== Segment start ==
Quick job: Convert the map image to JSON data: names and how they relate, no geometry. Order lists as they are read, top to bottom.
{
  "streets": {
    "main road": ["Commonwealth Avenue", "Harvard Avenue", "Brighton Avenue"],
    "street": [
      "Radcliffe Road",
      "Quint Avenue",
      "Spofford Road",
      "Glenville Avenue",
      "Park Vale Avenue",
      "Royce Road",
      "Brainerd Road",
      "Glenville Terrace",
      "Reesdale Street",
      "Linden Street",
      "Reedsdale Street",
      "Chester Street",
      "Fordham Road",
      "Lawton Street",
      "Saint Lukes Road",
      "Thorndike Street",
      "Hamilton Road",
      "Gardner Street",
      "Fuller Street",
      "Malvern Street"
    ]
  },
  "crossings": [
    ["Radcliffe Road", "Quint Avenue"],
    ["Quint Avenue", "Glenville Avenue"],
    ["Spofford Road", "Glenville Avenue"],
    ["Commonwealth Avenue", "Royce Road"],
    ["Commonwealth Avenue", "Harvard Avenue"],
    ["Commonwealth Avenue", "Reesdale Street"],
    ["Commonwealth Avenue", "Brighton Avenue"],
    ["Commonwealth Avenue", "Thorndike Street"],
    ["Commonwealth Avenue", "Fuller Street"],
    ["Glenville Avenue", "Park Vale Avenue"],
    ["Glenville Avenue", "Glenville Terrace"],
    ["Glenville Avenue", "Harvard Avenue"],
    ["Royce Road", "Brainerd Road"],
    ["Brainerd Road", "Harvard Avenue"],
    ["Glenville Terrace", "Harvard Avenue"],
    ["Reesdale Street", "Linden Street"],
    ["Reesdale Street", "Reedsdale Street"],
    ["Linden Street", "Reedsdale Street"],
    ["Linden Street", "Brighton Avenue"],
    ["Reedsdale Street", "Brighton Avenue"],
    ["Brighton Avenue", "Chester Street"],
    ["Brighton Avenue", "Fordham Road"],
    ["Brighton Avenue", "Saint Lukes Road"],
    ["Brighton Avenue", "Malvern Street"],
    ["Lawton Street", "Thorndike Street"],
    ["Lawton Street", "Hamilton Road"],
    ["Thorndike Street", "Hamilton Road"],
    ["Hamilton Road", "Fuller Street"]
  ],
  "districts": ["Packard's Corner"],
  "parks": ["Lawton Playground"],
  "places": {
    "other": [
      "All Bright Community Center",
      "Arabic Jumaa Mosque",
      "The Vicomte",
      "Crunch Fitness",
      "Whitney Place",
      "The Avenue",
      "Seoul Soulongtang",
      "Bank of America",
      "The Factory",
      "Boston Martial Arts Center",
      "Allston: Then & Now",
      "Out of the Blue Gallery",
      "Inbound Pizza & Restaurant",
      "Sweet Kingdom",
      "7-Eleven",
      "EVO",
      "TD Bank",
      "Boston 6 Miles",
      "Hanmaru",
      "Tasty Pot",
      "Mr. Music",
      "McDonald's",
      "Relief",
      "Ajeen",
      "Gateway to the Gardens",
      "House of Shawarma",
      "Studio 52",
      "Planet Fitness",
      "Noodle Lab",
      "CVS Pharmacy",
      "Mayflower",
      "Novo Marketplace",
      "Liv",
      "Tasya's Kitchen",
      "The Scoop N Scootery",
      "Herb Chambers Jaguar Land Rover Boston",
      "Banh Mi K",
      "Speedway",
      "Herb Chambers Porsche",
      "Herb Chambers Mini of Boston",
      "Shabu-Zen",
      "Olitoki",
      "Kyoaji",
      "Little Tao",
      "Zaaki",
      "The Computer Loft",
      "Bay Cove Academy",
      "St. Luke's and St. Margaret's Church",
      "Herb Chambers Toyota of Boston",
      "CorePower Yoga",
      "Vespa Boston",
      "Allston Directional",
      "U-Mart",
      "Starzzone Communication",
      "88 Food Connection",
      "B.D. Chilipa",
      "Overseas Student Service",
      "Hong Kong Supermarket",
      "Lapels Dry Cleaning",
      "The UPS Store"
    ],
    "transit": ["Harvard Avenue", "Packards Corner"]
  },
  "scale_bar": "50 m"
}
== Segment end ==
• [REQUIRED WORK] Copy the lines that hold the word "Fordham". Take them from the records above.

• [ANSWER AREA]
      "Fordham Road",
    ["Brighton Avenue", "Fordham Road"],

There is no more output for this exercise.